Dataset entries:
Segment Open

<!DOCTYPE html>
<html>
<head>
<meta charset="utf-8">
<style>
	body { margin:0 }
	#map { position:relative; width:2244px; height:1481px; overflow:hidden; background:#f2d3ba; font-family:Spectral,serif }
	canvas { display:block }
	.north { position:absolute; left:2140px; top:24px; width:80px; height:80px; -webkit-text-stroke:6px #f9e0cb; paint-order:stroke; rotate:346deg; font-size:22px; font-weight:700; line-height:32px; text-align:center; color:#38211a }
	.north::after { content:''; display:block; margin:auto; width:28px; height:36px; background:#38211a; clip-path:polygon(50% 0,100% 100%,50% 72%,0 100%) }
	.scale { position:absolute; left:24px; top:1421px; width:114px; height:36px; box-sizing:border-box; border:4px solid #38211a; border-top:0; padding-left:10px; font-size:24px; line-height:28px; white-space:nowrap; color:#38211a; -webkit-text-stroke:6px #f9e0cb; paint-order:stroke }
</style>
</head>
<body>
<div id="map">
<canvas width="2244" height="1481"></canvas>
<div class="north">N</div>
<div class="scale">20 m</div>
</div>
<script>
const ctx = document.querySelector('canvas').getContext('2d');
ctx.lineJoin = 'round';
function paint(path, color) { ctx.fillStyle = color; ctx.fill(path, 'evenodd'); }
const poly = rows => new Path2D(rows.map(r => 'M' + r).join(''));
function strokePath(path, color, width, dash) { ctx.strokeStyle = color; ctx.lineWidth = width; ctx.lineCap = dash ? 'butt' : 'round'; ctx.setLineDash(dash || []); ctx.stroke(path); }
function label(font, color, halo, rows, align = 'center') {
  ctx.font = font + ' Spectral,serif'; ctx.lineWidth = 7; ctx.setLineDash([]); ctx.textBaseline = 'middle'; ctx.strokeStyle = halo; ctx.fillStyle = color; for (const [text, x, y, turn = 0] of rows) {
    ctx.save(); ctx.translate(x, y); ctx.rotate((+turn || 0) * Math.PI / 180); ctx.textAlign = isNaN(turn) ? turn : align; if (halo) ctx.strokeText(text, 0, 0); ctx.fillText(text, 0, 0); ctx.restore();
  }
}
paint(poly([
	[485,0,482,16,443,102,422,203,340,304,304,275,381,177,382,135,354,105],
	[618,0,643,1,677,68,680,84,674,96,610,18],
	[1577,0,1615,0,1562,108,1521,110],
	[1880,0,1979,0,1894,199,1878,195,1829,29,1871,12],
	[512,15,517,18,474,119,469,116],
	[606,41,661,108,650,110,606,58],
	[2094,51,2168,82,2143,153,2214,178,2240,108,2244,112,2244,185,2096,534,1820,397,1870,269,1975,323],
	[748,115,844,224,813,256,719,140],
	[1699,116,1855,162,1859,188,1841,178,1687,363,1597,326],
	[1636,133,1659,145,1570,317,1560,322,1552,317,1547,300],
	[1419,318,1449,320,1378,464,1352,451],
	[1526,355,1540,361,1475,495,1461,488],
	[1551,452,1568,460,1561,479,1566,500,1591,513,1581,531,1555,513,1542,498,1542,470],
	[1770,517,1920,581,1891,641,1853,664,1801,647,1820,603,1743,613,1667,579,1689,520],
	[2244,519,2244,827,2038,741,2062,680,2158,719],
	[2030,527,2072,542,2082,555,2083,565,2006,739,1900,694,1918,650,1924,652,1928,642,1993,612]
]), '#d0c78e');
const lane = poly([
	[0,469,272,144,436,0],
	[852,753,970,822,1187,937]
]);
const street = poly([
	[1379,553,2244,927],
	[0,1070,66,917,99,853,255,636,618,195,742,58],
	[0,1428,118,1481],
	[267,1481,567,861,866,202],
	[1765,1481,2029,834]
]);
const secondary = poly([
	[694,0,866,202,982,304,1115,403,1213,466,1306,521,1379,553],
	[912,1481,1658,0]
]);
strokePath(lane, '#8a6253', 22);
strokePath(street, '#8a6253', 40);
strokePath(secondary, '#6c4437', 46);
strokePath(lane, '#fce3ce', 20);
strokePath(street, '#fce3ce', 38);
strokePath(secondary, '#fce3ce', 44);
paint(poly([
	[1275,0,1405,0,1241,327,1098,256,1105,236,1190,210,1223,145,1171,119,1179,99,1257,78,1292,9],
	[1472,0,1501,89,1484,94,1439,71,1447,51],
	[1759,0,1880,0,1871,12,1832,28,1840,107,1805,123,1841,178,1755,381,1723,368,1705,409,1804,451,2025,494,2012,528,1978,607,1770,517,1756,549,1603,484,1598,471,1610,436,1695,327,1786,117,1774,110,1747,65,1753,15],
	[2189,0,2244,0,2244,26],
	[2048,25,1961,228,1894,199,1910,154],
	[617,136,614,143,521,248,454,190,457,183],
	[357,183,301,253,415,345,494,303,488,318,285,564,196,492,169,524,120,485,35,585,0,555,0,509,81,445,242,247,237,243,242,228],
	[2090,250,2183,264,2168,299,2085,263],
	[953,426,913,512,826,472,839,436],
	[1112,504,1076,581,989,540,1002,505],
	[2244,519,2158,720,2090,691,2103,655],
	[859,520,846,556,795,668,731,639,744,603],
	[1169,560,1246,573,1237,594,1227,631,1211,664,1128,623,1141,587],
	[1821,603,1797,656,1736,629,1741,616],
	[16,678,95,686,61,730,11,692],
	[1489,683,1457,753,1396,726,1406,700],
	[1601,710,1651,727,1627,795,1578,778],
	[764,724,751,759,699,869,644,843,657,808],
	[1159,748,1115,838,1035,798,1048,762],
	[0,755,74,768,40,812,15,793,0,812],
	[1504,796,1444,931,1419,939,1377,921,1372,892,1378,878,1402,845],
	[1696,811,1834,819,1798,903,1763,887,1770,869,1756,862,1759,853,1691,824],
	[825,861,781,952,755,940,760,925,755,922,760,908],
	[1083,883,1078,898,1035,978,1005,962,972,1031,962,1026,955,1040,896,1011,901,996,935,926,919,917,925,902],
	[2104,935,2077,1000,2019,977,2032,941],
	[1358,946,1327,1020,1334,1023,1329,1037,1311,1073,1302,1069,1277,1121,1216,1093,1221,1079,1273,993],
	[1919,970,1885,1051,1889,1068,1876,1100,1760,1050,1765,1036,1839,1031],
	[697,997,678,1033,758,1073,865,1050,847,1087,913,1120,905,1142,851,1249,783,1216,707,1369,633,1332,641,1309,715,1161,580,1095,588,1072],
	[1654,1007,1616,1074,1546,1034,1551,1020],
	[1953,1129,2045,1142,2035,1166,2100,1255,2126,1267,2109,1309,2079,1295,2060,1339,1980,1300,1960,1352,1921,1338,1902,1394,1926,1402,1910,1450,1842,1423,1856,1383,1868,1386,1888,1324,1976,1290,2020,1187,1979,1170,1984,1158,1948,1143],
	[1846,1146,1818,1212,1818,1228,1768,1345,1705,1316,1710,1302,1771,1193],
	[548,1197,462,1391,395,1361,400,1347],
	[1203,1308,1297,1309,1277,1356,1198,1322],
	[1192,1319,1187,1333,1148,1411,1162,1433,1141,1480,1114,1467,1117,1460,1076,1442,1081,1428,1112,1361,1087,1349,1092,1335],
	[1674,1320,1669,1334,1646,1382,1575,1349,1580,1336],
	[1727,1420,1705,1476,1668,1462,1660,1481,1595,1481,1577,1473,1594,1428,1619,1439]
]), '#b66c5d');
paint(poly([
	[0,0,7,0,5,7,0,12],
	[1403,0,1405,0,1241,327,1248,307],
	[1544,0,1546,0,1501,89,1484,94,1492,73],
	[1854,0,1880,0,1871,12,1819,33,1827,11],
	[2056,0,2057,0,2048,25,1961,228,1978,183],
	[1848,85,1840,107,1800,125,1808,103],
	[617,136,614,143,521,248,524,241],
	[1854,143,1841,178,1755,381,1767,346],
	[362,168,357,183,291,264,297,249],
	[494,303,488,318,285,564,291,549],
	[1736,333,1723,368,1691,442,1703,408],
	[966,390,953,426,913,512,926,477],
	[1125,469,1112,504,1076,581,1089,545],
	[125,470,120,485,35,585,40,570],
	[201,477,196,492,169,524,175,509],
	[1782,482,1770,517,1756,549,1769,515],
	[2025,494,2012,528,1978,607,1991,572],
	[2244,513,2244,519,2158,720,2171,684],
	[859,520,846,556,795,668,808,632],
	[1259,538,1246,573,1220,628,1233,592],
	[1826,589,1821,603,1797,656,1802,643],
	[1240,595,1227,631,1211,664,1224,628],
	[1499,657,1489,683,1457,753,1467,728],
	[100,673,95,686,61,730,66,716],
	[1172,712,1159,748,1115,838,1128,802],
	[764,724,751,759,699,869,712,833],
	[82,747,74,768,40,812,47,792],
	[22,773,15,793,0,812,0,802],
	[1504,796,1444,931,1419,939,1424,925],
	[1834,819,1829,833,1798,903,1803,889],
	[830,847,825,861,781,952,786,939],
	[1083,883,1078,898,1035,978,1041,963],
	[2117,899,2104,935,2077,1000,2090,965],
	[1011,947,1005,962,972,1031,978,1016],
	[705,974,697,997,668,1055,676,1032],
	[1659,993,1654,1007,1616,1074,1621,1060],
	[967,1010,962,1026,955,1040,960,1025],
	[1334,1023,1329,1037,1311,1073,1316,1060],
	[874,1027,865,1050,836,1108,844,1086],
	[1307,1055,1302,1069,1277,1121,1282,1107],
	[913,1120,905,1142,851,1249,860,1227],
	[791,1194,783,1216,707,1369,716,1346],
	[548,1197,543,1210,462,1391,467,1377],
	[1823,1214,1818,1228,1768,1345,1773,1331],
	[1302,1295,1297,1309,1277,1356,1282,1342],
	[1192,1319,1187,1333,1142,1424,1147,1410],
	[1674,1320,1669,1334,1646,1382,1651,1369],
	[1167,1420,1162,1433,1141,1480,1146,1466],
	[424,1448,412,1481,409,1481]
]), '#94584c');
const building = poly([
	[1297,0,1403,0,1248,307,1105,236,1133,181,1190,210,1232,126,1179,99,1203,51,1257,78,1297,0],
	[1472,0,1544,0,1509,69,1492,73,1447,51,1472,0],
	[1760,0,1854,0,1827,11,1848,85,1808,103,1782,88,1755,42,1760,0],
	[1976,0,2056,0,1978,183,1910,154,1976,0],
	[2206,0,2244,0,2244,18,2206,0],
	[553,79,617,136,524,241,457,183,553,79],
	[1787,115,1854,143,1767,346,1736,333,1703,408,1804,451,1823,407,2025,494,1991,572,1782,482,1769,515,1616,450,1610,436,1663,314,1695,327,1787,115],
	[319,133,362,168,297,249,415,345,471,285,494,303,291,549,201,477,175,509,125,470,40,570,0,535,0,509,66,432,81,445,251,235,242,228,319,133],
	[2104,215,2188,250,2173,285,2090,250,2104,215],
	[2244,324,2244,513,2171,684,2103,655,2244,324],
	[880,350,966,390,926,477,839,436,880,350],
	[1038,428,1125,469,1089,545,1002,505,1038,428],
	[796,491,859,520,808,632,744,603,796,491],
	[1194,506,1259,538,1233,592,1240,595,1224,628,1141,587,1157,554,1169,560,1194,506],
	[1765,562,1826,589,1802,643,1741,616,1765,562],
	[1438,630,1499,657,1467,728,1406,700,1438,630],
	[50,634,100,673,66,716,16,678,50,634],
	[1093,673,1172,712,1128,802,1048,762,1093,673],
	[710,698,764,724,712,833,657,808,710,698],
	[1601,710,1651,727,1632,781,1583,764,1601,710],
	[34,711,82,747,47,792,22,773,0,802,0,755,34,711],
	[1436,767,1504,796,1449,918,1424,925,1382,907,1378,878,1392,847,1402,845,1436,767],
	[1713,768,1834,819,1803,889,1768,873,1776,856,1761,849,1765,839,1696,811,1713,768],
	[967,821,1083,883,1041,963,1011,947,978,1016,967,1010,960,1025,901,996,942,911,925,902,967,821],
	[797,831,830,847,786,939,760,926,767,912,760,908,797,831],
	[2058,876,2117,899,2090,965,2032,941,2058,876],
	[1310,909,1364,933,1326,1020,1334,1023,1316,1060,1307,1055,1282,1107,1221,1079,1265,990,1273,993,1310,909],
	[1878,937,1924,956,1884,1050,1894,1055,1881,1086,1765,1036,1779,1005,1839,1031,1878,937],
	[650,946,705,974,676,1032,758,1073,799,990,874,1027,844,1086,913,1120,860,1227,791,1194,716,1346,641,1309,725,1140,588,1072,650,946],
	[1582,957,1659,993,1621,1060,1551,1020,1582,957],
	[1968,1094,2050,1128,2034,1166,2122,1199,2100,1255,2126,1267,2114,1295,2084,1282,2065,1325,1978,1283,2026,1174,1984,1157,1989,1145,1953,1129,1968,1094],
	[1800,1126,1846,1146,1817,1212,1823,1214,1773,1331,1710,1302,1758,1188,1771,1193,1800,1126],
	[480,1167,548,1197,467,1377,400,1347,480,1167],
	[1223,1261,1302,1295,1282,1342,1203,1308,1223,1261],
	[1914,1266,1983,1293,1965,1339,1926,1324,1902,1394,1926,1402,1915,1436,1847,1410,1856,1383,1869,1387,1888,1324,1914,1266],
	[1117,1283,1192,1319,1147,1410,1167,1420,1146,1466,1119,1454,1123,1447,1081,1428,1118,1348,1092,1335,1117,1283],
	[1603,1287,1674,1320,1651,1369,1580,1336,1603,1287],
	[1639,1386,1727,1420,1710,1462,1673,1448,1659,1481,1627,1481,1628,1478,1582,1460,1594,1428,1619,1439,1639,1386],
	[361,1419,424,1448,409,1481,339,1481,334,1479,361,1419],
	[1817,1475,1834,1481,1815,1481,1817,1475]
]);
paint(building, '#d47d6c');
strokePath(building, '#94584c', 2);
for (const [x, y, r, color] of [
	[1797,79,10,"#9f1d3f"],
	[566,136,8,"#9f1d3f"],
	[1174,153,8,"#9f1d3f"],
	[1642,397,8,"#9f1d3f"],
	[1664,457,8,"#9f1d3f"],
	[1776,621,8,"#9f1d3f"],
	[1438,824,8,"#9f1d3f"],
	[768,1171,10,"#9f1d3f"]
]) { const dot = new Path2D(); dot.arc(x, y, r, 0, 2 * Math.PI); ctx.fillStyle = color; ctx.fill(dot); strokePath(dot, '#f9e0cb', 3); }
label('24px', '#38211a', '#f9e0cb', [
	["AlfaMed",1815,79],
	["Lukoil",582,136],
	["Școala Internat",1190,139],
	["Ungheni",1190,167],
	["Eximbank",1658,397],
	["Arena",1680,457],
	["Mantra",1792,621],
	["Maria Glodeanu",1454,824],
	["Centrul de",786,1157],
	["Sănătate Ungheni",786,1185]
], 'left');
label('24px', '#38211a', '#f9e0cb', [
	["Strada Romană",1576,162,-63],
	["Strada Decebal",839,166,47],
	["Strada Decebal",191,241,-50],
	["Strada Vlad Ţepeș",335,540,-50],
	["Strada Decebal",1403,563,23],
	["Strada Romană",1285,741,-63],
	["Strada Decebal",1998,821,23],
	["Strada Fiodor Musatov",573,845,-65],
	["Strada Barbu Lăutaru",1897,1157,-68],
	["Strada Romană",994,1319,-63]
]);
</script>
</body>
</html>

Segment Closed

How to complete this task: Beginning with the opening line above, retype the records exactly through the line with "ctx.lineJoin = 'round';", both ends included.

Solution to this exercise:
<!DOCTYPE html>
<html>
<head>
<meta charset="utf-8">
<style>
	body { margin:0 }
	#map { position:relative; width:2244px; height:1481px; overflow:hidden; background:#f2d3ba; font-family:Spectral,serif }
	canvas { display:block }
	.north { position:absolute; left:2140px; top:24px; width:80px; height:80px; -webkit-text-stroke:6px #f9e0cb; paint-order:stroke; rotate:346deg; font-size:22px; font-weight:700; line-height:32px; text-align:center; color:#38211a }
	.north::after { content:''; display:block; margin:auto; width:28px; height:36px; background:#38211a; clip-path:polygon(50% 0,100% 100%,50% 72%,0 100%) }
	.scale { position:absolute; left:24px; top:1421px; width:114px; height:36px; box-sizing:border-box; border:4px solid #38211a; border-top:0; padding-left:10px; font-size:24px; line-height:28px; white-space:nowrap; color:#38211a; -webkit-text-stroke:6px #f9e0cb; paint-order:stroke }
</style>
</head>
<body>
<div id="map">
<canvas width="2244" height="1481"></canvas>
<div class="north">N</div>
<div class="scale">20 m</div>
</div>
<script>
const ctx = document.querySelector('canvas').getContext('2d');
ctx.lineJoin = 'round';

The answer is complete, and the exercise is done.